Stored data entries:
*** Block opens ***
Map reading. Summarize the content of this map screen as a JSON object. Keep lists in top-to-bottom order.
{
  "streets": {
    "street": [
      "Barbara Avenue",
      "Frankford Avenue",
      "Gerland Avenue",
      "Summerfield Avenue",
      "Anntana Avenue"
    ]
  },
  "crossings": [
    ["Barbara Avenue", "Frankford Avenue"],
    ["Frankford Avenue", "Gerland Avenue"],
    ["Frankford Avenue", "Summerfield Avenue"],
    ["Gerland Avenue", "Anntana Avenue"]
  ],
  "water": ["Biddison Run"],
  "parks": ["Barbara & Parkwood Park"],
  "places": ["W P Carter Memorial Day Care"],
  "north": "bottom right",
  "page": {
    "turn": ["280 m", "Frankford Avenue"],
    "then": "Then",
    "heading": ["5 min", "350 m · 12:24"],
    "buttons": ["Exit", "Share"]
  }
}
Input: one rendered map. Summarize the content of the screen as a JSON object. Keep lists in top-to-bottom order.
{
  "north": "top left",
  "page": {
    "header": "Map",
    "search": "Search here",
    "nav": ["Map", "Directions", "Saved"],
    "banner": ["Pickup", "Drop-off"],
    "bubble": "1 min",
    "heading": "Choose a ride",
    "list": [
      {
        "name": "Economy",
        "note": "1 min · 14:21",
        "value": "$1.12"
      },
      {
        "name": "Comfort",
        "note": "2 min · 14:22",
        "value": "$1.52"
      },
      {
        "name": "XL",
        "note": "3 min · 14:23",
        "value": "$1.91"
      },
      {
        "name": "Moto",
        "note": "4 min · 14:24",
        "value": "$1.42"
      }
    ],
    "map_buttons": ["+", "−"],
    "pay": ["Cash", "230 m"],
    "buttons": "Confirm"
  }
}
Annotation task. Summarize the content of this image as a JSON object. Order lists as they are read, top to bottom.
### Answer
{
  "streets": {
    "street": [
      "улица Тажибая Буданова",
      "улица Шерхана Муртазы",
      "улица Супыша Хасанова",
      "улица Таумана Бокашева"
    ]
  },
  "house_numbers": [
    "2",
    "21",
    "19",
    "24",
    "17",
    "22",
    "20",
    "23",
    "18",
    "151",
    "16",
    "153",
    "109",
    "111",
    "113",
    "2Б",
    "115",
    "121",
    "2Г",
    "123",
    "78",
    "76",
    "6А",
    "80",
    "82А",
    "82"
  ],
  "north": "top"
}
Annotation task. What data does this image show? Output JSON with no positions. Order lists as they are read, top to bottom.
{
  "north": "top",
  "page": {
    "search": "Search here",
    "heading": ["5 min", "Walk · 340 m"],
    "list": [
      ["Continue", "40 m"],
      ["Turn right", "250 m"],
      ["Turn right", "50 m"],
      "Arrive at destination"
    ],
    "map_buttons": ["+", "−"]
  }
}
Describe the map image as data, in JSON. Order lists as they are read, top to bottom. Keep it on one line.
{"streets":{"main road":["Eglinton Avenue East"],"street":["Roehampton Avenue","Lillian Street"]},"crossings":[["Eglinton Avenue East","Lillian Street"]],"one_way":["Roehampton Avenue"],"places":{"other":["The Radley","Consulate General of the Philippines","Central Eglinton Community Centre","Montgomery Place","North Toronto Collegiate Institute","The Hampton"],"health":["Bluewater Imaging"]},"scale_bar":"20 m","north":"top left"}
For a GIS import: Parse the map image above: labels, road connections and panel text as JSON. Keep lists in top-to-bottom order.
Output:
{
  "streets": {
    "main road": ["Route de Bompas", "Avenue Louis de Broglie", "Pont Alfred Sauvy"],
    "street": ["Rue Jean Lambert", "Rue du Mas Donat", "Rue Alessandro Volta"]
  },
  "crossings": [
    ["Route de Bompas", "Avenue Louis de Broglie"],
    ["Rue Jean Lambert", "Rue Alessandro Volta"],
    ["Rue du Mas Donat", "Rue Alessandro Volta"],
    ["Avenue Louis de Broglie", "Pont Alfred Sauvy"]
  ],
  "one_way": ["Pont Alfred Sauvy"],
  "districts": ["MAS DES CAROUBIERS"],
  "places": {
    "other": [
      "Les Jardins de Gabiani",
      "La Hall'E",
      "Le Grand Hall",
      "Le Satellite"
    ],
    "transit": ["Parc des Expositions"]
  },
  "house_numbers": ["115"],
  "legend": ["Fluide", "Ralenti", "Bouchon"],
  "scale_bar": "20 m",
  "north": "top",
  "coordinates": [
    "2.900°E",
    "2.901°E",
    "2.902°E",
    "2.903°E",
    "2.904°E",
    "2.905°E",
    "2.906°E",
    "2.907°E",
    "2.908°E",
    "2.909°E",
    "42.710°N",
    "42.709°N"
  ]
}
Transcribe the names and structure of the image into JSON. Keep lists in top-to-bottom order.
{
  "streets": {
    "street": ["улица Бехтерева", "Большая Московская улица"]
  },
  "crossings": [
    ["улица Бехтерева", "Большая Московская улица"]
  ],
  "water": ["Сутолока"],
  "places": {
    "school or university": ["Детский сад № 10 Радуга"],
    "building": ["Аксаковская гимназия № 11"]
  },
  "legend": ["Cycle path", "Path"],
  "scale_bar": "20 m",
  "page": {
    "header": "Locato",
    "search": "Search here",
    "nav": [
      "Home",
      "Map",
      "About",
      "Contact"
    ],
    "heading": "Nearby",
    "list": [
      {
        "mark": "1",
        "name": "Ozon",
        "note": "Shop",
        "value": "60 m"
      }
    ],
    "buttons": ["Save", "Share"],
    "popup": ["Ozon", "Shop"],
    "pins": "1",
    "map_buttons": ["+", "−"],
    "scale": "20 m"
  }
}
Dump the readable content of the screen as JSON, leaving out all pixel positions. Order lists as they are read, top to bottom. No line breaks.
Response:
*** Block closes ***
* ACTIVITY *
Go through the data and retype all of it exactly.

* REPLY TO THE EXERCISE *
Map reading. Summarize the content of this map screen as a JSON object. Keep lists in top-to-bottom order.
{
  "streets": {
    "street": [
      "Barbara Avenue",
      "Frankford Avenue",
      "Gerland Avenue",
      "Summerfield Avenue",
      "Anntana Avenue"
    ]
  },
  "crossings": [
    ["Barbara Avenue", "Frankford Avenue"],
    ["Frankford Avenue", "Gerland Avenue"],
    ["Frankford Avenue", "Summerfield Avenue"],
    ["Gerland Avenue", "Anntana Avenue"]
  ],
  "water": ["Biddison Run"],
  "parks": ["Barbara & Parkwood Park"],
  "places": ["W P Carter Memorial Day Care"],
  "north": "bottom right",
  "page": {
    "turn": ["280 m", "Frankford Avenue"],
    "then": "Then",
    "heading": ["5 min", "350 m · 12:24"],
    "buttons": ["Exit", "Share"]
  }
}
Input: one rendered map. Summarize the content of the screen as a JSON object. Keep lists in top-to-bottom order.
{
  "north": "top left",
  "page": {
    "header": "Map",
    "search": "Search here",
    "nav": ["Map", "Directions", "Saved"],
    "banner": ["Pickup", "Drop-off"],
    "bubble": "1 min",
    "heading": "Choose a ride",
    "list": [
      {
        "name": "Economy",
        "note": "1 min · 14:21",
        "value": "$1.12"
      },
      {
        "name": "Comfort",
        "note": "2 min · 14:22",
        "value": "$1.52"
      },
      {
        "name": "XL",
        "note": "3 min · 14:23",
        "value": "$1.91"
      },
      {
        "name": "Moto",
        "note": "4 min · 14:24",
        "value": "$1.42"
      }
    ],
    "map_buttons": ["+", "−"],
    "pay": ["Cash", "230 m"],
    "buttons": "Confirm"
  }
}
Annotation task. Summarize the content of this image as a JSON object. Order lists as they are read, top to bottom.
### Answer
{
  "streets": {
    "street": [
      "улица Тажибая Буданова",
      "улица Шерхана Муртазы",
      "улица Супыша Хасанова",
      "улица Таумана Бокашева"
    ]
  },
  "house_numbers": [
    "2",
    "21",
    "19",
    "24",
    "17",
    "22",
    "20",
    "23",
    "18",
    "151",
    "16",
    "153",
    "109",
    "111",
    "113",
    "2Б",
    "115",
    "121",
    "2Г",
    "123",
    "78",
    "76",
    "6А",
    "80",
    "82А",
    "82"
  ],
  "north": "top"
}
Annotation task. What data does this image show? Output JSON with no positions. Order lists as they are read, top to bottom.
{
  "north": "top",
  "page": {
    "search": "Search here",
    "heading": ["5 min", "Walk · 340 m"],
    "list": [
      ["Continue", "40 m"],
      ["Turn right", "250 m"],
      ["Turn right", "50 m"],
      "Arrive at destination"
    ],
    "map_buttons": ["+", "−"]
  }
}
Describe the map image as data, in JSON. Order lists as they are read, top to bottom. Keep it on one line.
{"streets":{"main road":["Eglinton Avenue East"],"street":["Roehampton Avenue","Lillian Street"]},"crossings":[["Eglinton Avenue East","Lillian Street"]],"one_way":["Roehampton Avenue"],"places":{"other":["The Radley","Consulate General of the Philippines","Central Eglinton Community Centre","Montgomery Place","North Toronto Collegiate Institute","The Hampton"],"health":["Bluewater Imaging"]},"scale_bar":"20 m","north":"top left"}
For a GIS import: Parse the map image above: labels, road connections and panel text as JSON. Keep lists in top-to-bottom order.
Output:
{
  "streets": {
    "main road": ["Route de Bompas", "Avenue Louis de Broglie", "Pont Alfred Sauvy"],
    "street": ["Rue Jean Lambert", "Rue du Mas Donat", "Rue Alessandro Volta"]
  },
  "crossings": [
    ["Route de Bompas", "Avenue Louis de Broglie"],
    ["Rue Jean Lambert", "Rue Alessandro Volta"],
    ["Rue du Mas Donat", "Rue Alessandro Volta"],
    ["Avenue Louis de Broglie", "Pont Alfred Sauvy"]
  ],
  "one_way": ["Pont Alfred Sauvy"],
  "districts": ["MAS DES CAROUBIERS"],
  "places": {
    "other": [
      "Les Jardins de Gabiani",
      "La Hall'E",
      "Le Grand Hall",
      "Le Satellite"
    ],
    "transit": ["Parc des Expositions"]
  },
  "house_numbers": ["115"],
  "legend": ["Fluide", "Ralenti", "Bouchon"],
  "scale_bar": "20 m",
  "north": "top",
  "coordinates": [
    "2.900°E",
    "2.901°E",
    "2.902°E",
    "2.903°E",
    "2.904°E",
    "2.905°E",
    "2.906°E",
    "2.907°E",
    "2.908°E",
    "2.909°E",
    "42.710°N",
    "42.709°N"
  ]
}
Transcribe the names and structure of the image into JSON. Keep lists in top-to-bottom order.
{
  "streets": {
    "street": ["улица Бехтерева", "Большая Московская улица"]
  },
  "crossings": [
    ["улица Бехтерева", "Большая Московская улица"]
  ],
  "water": ["Сутолока"],
  "places": {
    "school or university": ["Детский сад № 10 Радуга"],
    "building": ["Аксаковская гимназия № 11"]
  },
  "legend": ["Cycle path", "Path"],
  "scale_bar": "20 m",
  "page": {
    "header": "Locato",
    "search": "Search here",
    "nav": [
      "Home",
      "Map",
      "About",
      "Contact"
    ],
    "heading": "Nearby",
    "list": [
      {
        "mark": "1",
        "name": "Ozon",
        "note": "Shop",
        "value": "60 m"
      }
    ],
    "buttons": ["Save", "Share"],
    "popup": ["Ozon", "Shop"],
    "pins": "1",
    "map_buttons": ["+", "−"],
    "scale": "20 m"
  }
}
Dump the readable content of the screen as JSON, leaving out all pixel positions. Order lists as they are read, top to bottom. No line breaks.
Response:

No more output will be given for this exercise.